[What is required]
Would you repeat the listing exactly but omit every picture?

[Provided records]
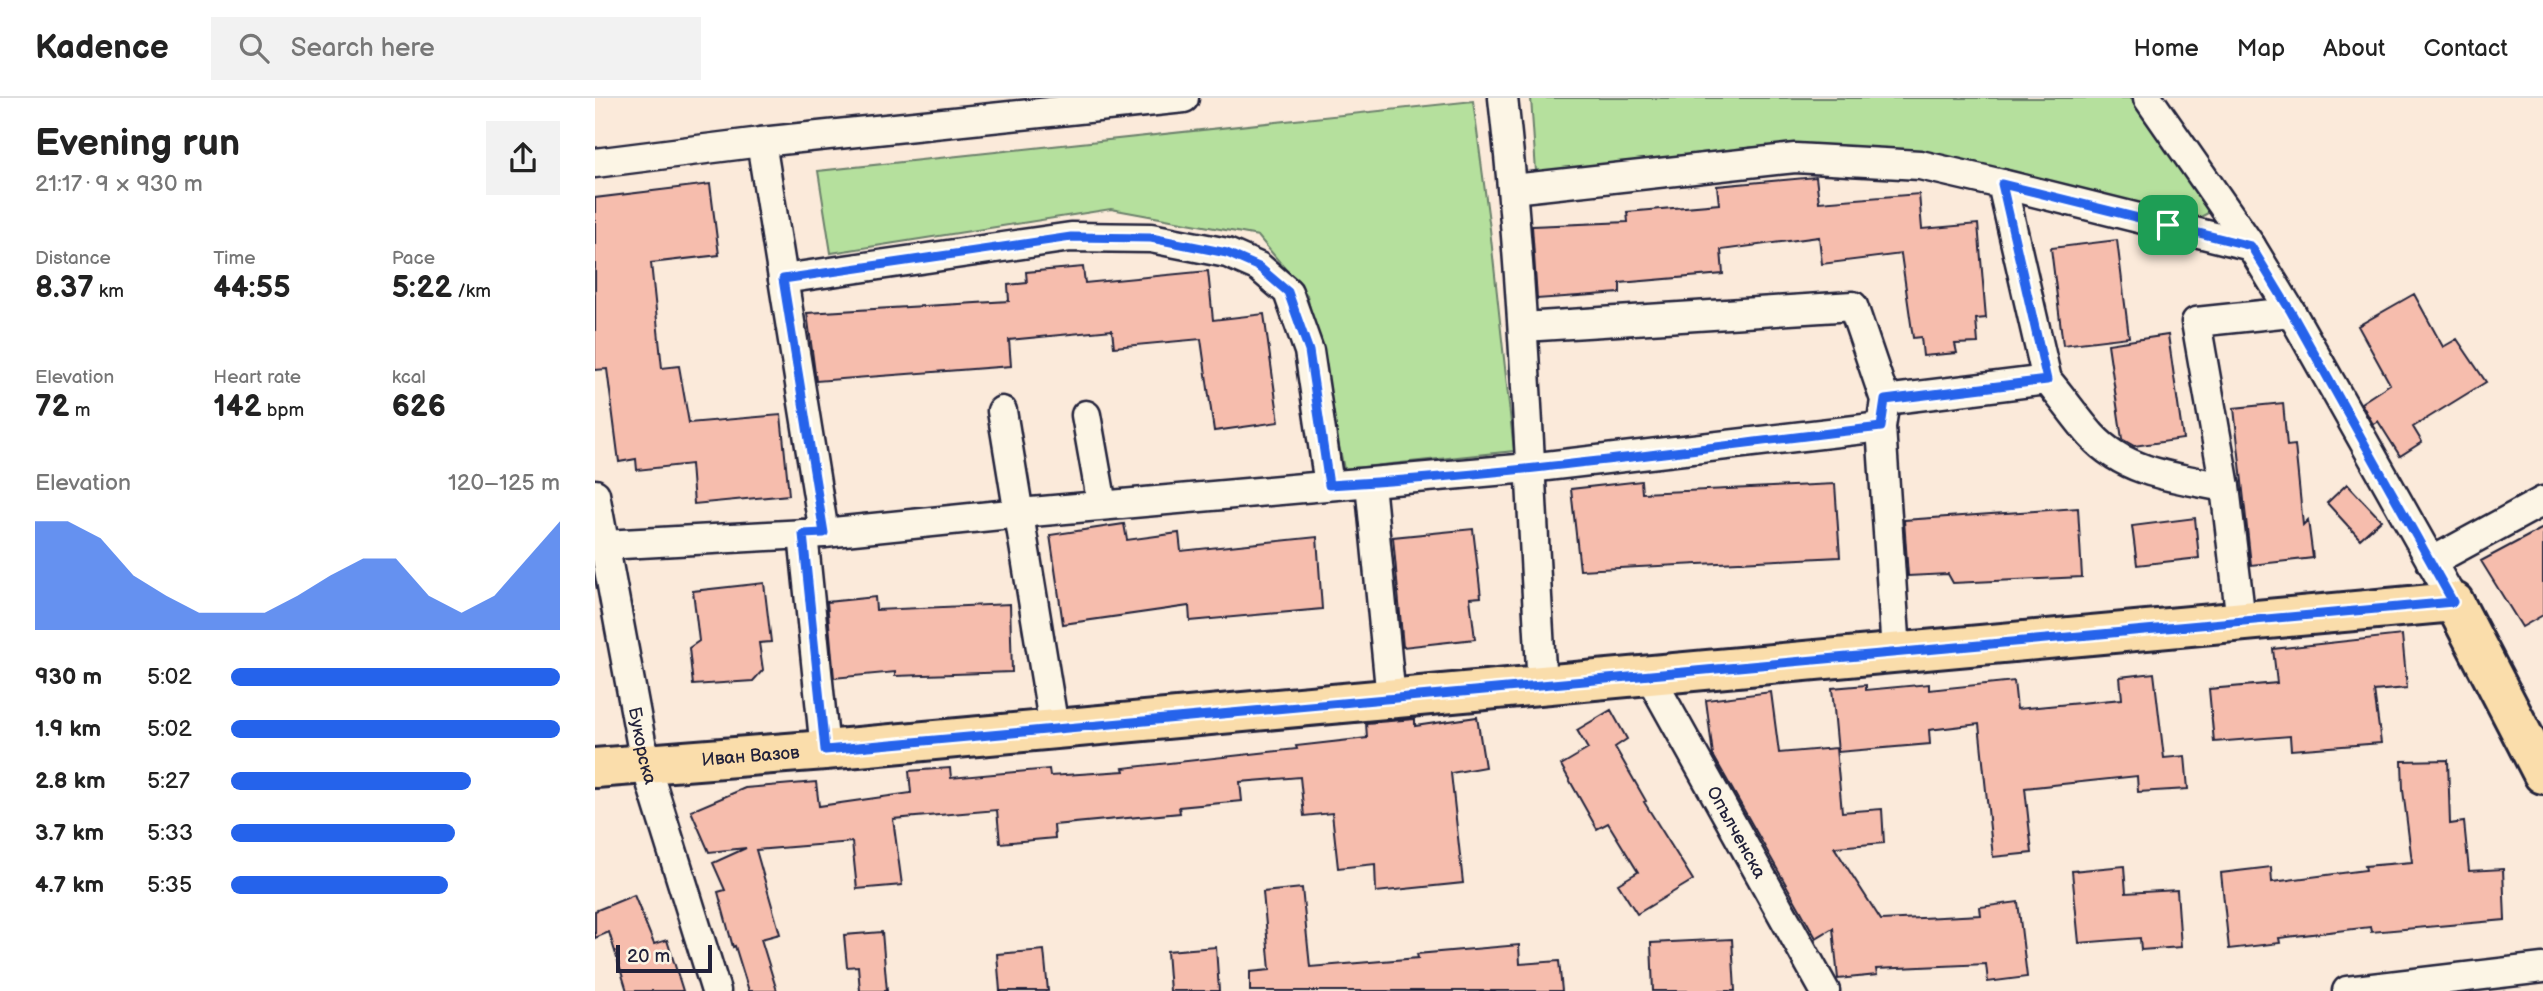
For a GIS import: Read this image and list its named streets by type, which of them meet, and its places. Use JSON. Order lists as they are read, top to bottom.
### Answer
{
  "streets": {
    "main road": ["Иван Вазов"],
    "street": ["Букорска", "Опълченска"]
  },
  "crossings": [
    ["Букорска", "Иван Вазов"],
    ["Иван Вазов", "Опълченска"]
  ],
  "scale_bar": "20 m",
  "page": {
    "header": "Kadence",
    "search": "Search here",
    "nav": [
      "Home",
      "Map",
      "About",
      "Contact"
    ],
    "heading": ["Evening run", "21:17 · 9 × 930 m"],
    "stats": [
      ["Distance", "8.37 km"],
      ["Time", "44:55"],
      ["Pace", "5:22 /km"],
      ["Elevation", "72 m"],
      ["Heart rate", "142 bpm"],
      ["kcal", "626"]
    ],
    "chart": ["Elevation", "120–125 m"],
    "list": [
      {
        "name": "930 m",
        "note": "5:02"
      },
      {
        "name": "1.9 km",
        "note": "5:02"
      },
      {
        "name": "2.8 km",
        "note": "5:27"
      },
      {
        "name": "3.7 km",
        "note": "5:33"
      },
      {
        "name": "4.7 km",
        "note": "5:35"
      }
    ],
    "scale": "20 m"
  }
}
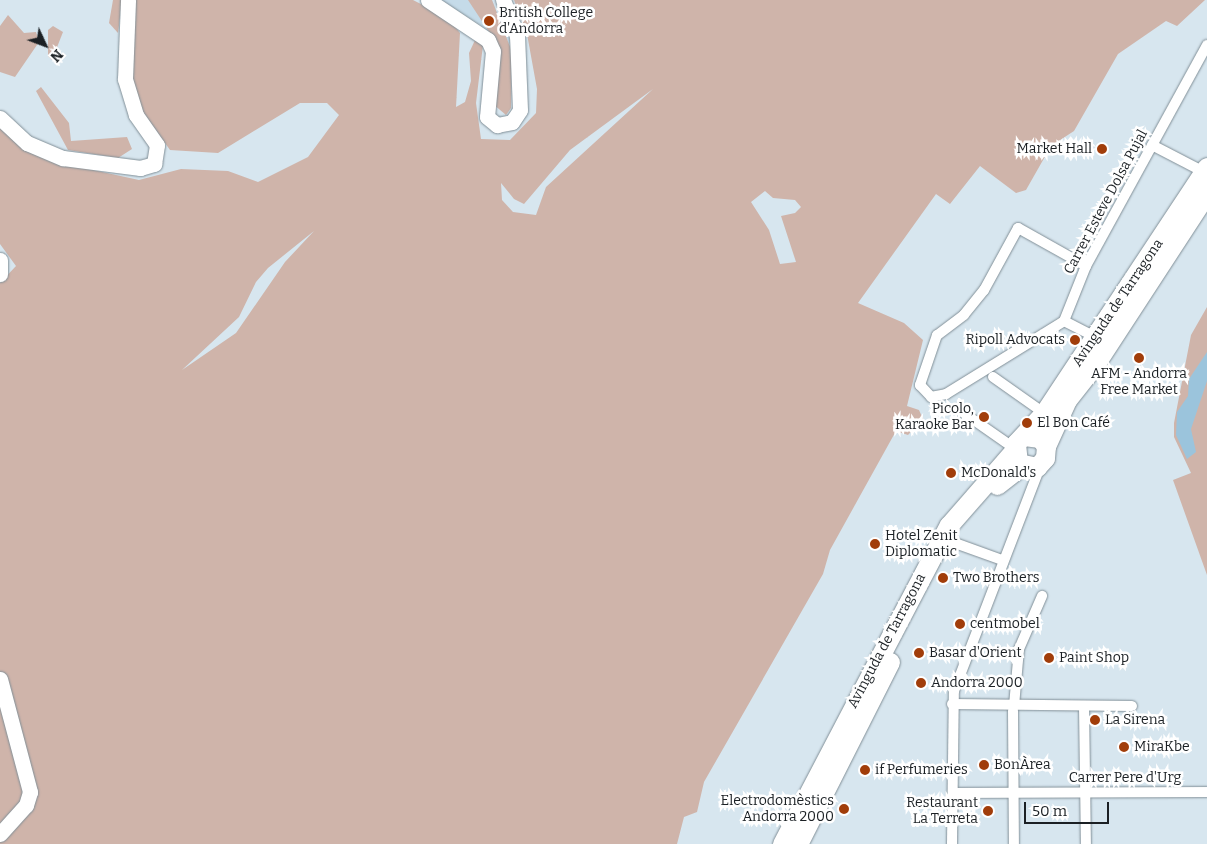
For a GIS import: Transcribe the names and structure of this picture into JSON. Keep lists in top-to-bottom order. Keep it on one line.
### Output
{"streets":{"highway":["Avinguda de Tarragona"],"street":["Carrer Esteve Dolsa Pujal","Carrer Pere d'Urg"]},"places":["British College d'Andorra","Market Hall","Ripoll Advocats","AFM - Andorra Free Market","Picolo, Karaoke Bar","El Bon Café","McDonald's","Hotel Zenit Diplomatic","Two Brothers","centmobel","Basar d'Orient","Paint Shop","Andorra 2000","La Sirena","MiraKbe","BonÀrea","if Perfumeries","Electrodomèstics Andorra 2000","Restaurant La Terreta"],"scale_bar":"50 m","north":"bottom right"}
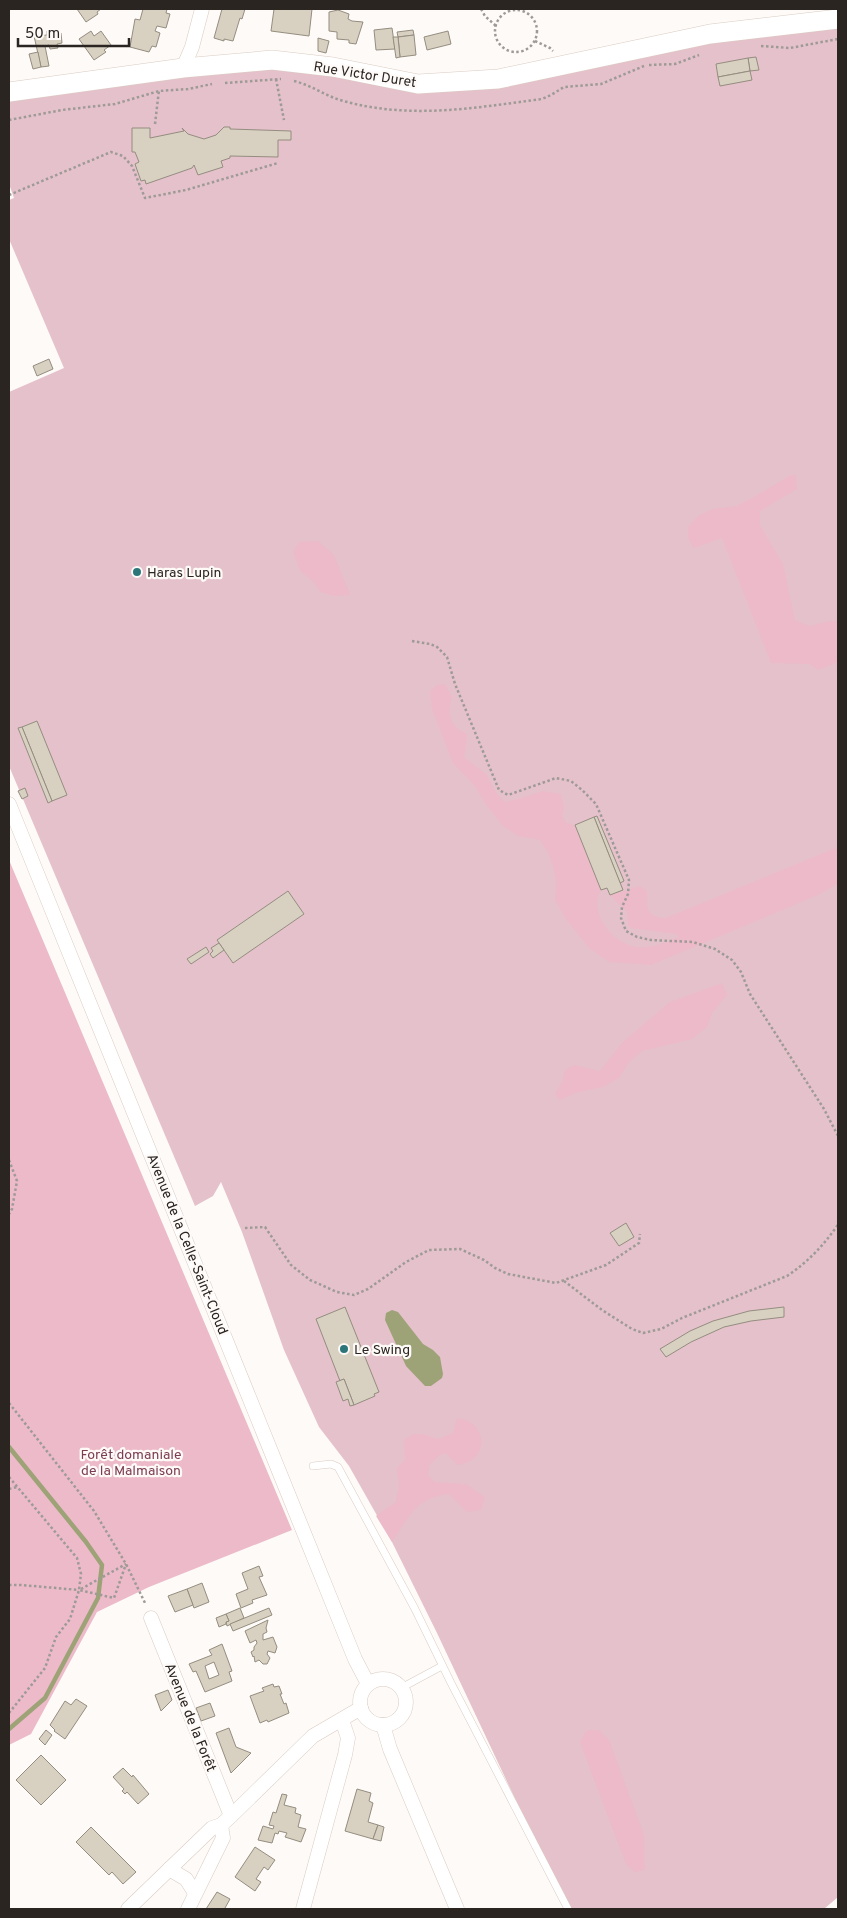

[Your response]
For a GIS import: Read this image and list its named streets by type, which of them meet, and its places. Use JSON. Order lists as they are read, top to bottom.
### Answer
{
  "streets": {
    "main road": ["Иван Вазов"],
    "street": ["Букорска", "Опълченска"]
  },
  "crossings": [
    ["Букорска", "Иван Вазов"],
    ["Иван Вазов", "Опълченска"]
  ],
  "scale_bar": "20 m",
  "page": {
    "header": "Kadence",
    "search": "Search here",
    "nav": [
      "Home",
      "Map",
      "About",
      "Contact"
    ],
    "heading": ["Evening run", "21:17 · 9 × 930 m"],
    "stats": [
      ["Distance", "8.37 km"],
      ["Time", "44:55"],
      ["Pace", "5:22 /km"],
      ["Elevation", "72 m"],
      ["Heart rate", "142 bpm"],
      ["kcal", "626"]
    ],
    "chart": ["Elevation", "120–125 m"],
    "list": [
      {
        "name": "930 m",
        "note": "5:02"
      },
      {
        "name": "1.9 km",
        "note": "5:02"
      },
      {
        "name": "2.8 km",
        "note": "5:27"
      },
      {
        "name": "3.7 km",
        "note": "5:33"
      },
      {
        "name": "4.7 km",
        "note": "5:35"
      }
    ],
    "scale": "20 m"
  }
}
For a GIS import: Transcribe the names and structure of this picture into JSON. Keep lists in top-to-bottom order. Keep it on one line.
### Output
{"streets":{"highway":["Avinguda de Tarragona"],"street":["Carrer Esteve Dolsa Pujal","Carrer Pere d'Urg"]},"places":["British College d'Andorra","Market Hall","Ripoll Advocats","AFM - Andorra Free Market","Picolo, Karaoke Bar","El Bon Café","McDonald's","Hotel Zenit Diplomatic","Two Brothers","centmobel","Basar d'Orient","Paint Shop","Andorra 2000","La Sirena","MiraKbe","BonÀrea","if Perfumeries","Electrodomèstics Andorra 2000","Restaurant La Terreta"],"scale_bar":"50 m","north":"bottom right"}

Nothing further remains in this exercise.